In the small town of Kainuk, on the border of Turkana and West Pokot, men are regarded as brave for cattle raiding and warfare and not for excelling in education. And this yardstick of bravery is replicated virtually across the two northern Kenya counties.
While attitudes on education have gradually changed over the years, Augustine Kipetowas who was born and raised in Kainuk was similarly exposed to this kind of mind-set. However, when he reached the school-going age, one of his uncles who had been exposed to education took him to his home and enrolled him at Kainuk Primary School. Life at the school was terrifying since they had to brave frequent attacks by rustlers as they fetched water and fire wood.
He narrates: “One day we went to fetch firewood and decided to split into two groups. The other group was attacked by rustlers after straying into a field where the rustlers were grazing animals. Unfortunately, one of my classmates and friend was shot dead. The situation was generally bad as there were days we had to miss school because of insecurity.”
Despite these impediments and misfortunes, Augustine’s spirit was not dampened as he continued to work hard and lead in his class: “I knew that the only way to get a better life was to work hard in school and that is exactly what I chose to focus on.”
The cattle raids, narrates Augustine, intensified and when he was just about to sit for national examinations in Class 8, one such raid took place in their home and all his father’s cattle was stolen. The timing of the theft was terrible and devastating to the young learner, considering that his father had planned to sell the animals to raise his secondary school fees.
Somehow he managed to collect himself and faced the examinations with a positive attitude. When results came through, Augustine had excelled and secured admission at the prestigious Maseno School. However, the poor lad had no idea where he would get money to pursue his dreams.
With all the cattle gone, his chances of joining the national school in Kisumu County was diminished and his parents accordingly suggested that he enrolls at Lodwar Secondary School, a move he vehemently rejected.
“Following their suggestion, I embarked on the exercise of looking for scholarships and was lucky to be invited for one interview, which I performed pretty well and was given a chance. However a last minute hitch emerged that I was not an orphan and the chance was taken away from me. The other slot was given to a girl,” recalls Augustine, who is now 27 years old.
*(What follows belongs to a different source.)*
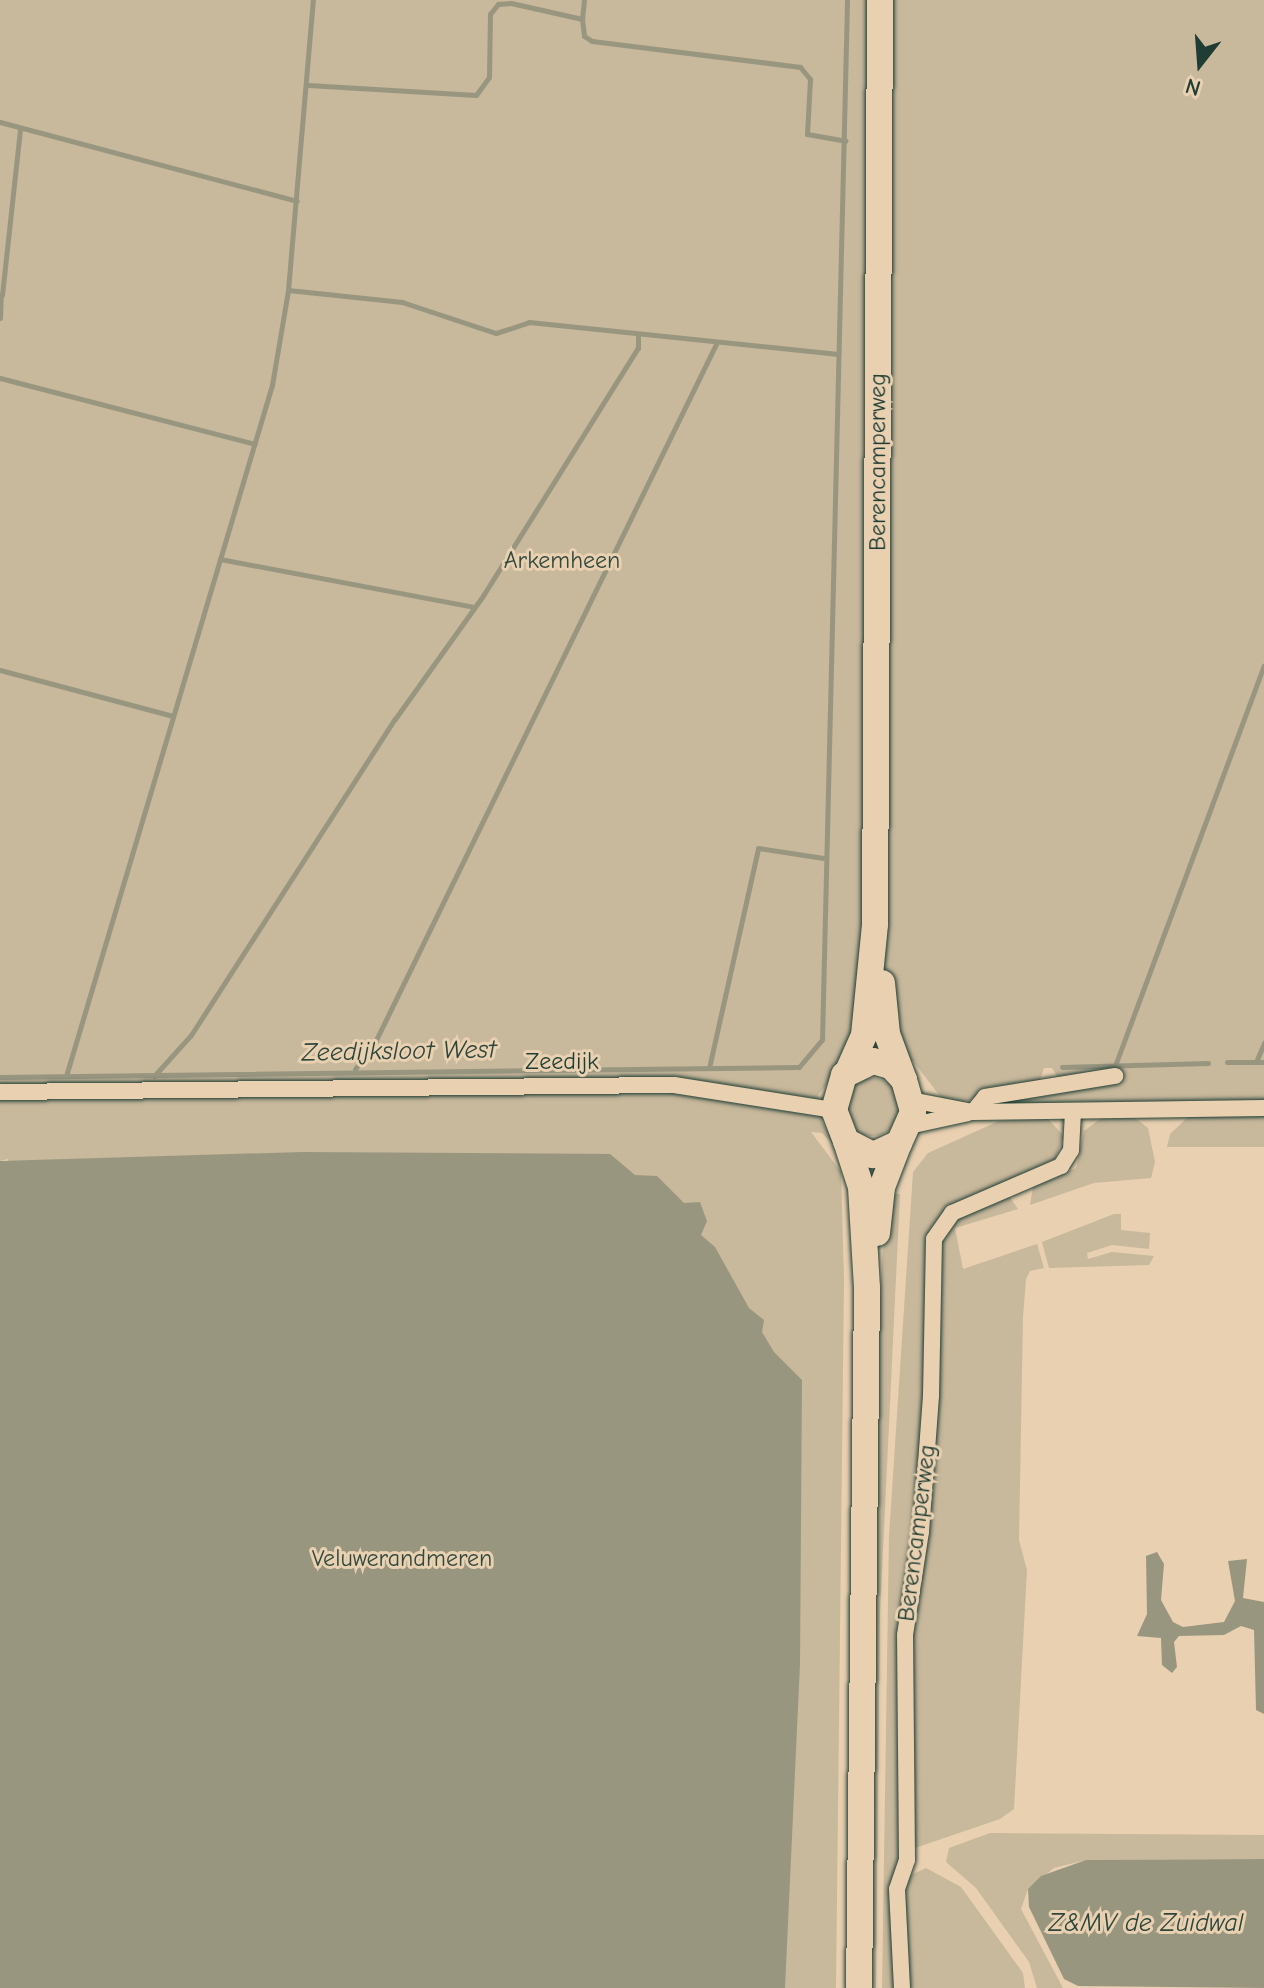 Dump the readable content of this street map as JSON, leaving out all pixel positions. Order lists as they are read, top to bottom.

Nonetheless, he never gave up and continued applying for scholarships. With the deadline for reporting to school drawing closer, one of his relatives suggested he reports at Maseno School first as he searched for money. After reporting at the lakeside institution, a depressed Augustine asked his relative to take him to the Ministry of Education. While there he was asked to fill the Jomo Kenyatta Foundation application forms leading to the awarding of a four year scholarship. Augustine proceeded well at Maseno School excelling in national examinations and getting admitted at the University of Nairobi (UoN) in 2011 to study Bio-Chemistry.
Utilizing the money he had been saving from part time teaching after completing secondary education and with a bursary top up, he was able to pay for his first year university education.
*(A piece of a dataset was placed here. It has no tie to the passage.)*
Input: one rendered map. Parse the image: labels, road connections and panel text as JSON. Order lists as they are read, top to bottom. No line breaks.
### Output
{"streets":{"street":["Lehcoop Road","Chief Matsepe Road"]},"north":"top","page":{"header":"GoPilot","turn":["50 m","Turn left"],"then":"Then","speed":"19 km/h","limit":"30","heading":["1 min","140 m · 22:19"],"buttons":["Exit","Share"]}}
“When I joined UoN things started falling in place, because in my second year of study I was made aware of Kenya Community Development Foundation (KCDF). I applied for a scholarship and was enrolled in the education programme. Being a beneficiary under the scholarship programme, they not only took care of my fees, but trained me on various life skills such as leadership empowerment, financial literacy, computer literacy among many others” says Augustine, who is the Senior Occupational Safety and Health Officer, based in Nakuru.
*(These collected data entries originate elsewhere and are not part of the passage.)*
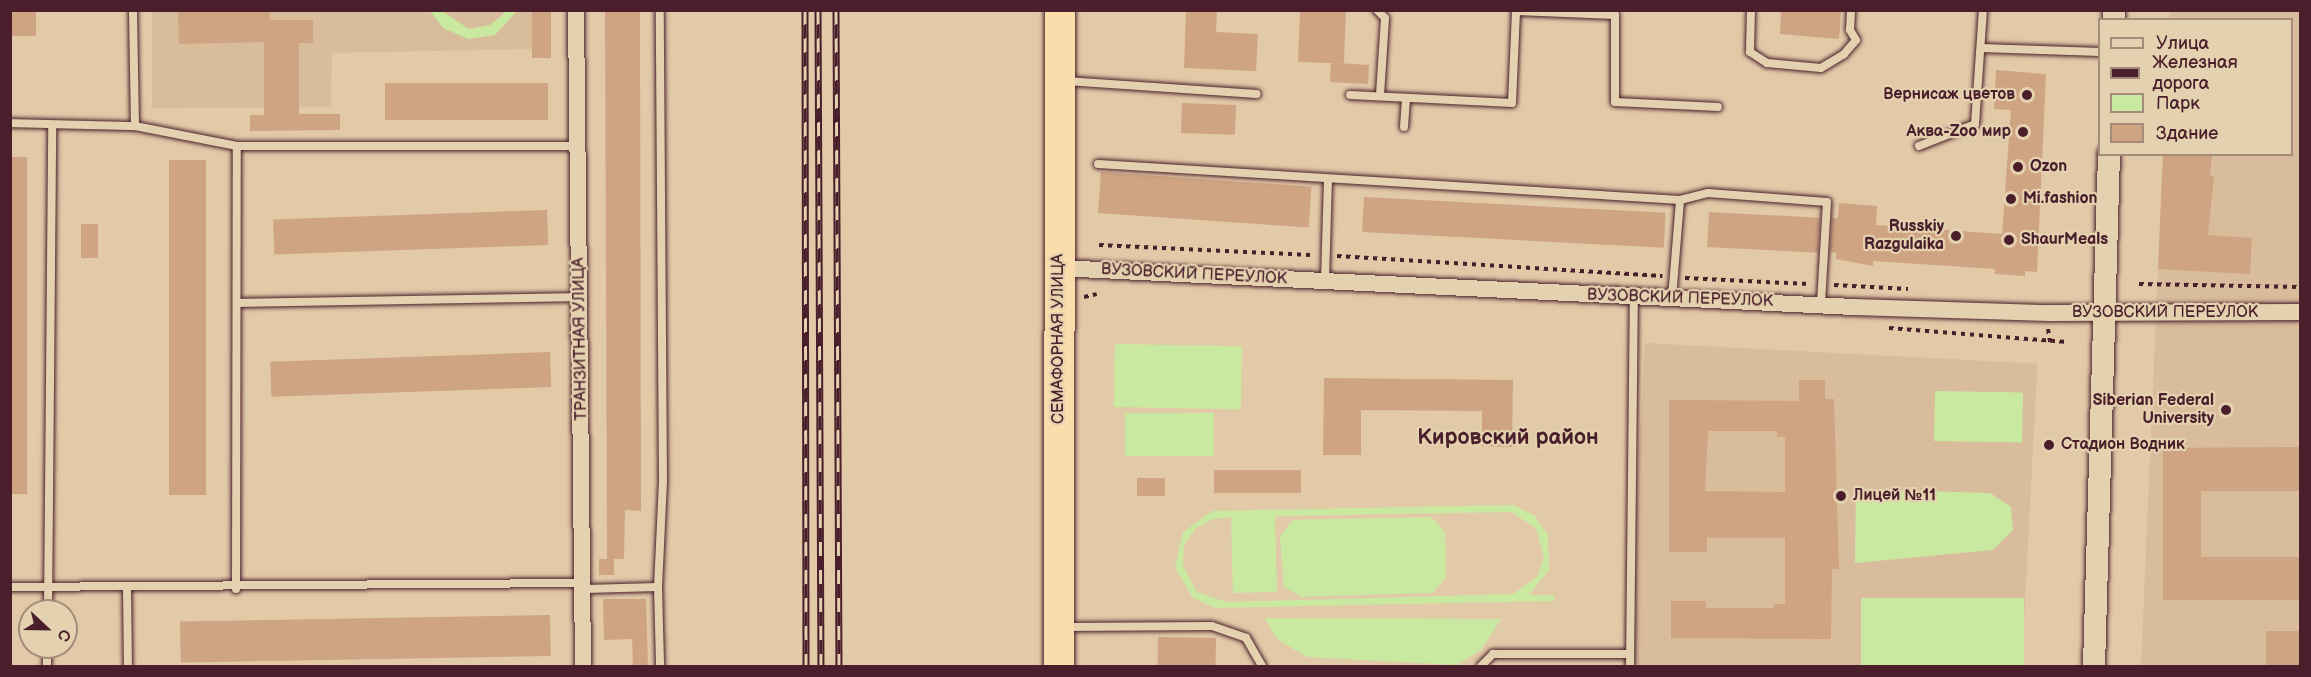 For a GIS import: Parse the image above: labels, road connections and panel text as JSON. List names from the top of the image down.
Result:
{
  "streets": {
    "highway": ["СЕМАФОРНАЯ УЛИЦА"],
    "street": ["ВУЗОВСКИЙ ПЕРЕУЛОК", "ТРАНЗИТНАЯ УЛИЦА"]
  },
  "crossings": [
    ["ВУЗОВСКИЙ ПЕРЕУЛОК", "СЕМАФОРНАЯ УЛИЦА"]
  ],
  "districts": ["Кировский район"],
  "places": [
    "Вернисаж цветов",
    "Аква-Zoo мир",
    "Ozon",
    "Mi.fashion",
    "Russkiy Razgulaika",
    "ShаurMeals",
    "Siberian Federal University",
    "Стадион Водник",
    "Лицей №11"
  ],
  "legend": [
    "Улица",
    "Железная дорога",
    "Парк",
    "Здание"
  ],
  "north": "right"
}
Through the programme, he was part of the audience invited to attend to a speech delivery by the 44th US President Barack Obama at Kasarani Stadium’s indoor arena in Nairobi, during the former American leader’s tour of Kenya in July, 2015: “I have enjoyed wide exposure and now view the world in real life not theoretically,” says Augustine, who was Chair of Turkana University Students Association during his hey days at the university.
Admittedly, KCDF taught Augustine how to give back to society and so, when he was not offering community service at Lodwar District Hospital – before devolved system of government came in place in 2013 – he was volunteering his services at Kenyatta National Hospital in Nairobi, while on attachment.
Augustine is however saddened by the fact that despite efforts to try and get a mentor, he graduated without getting one.
Upon graduation, he relocated to his home in Lodwar, Turkana County, where he continued with community service at the Lodwar Referral Hospital: “While here, I was shocked at the state of affairs because simple laboratory tests could not be undertaken at the hospital and so, I introduced biochemical tests, recommended purchase of machines and standard operating procedures for biochemistry tests. The hospital is now a level 5 hospital partly because of my contribution,” boosts Augustine.
According to Augustine, he went further to introduce Continuous Medical Education (CME), a routine meeting where laboraroty staff met and discussed the most efficient laboratory methods to use for various tests. He chaired the sessions.
In 2017, he saw an advertisement seeking Occupational Safety and Health Officers and opted to try his luck. He was invited for the interview and eventually employed and posted to Nakuru where he is currently stationed.
“The skills gained from KCDF have ably guided me on how to relate with clients. At the same time, life skills training has enabled me to develop good working relations with my clients,” observes Augustine advising the youth not to be ashamed and never to give up on knocking doors for opportunities.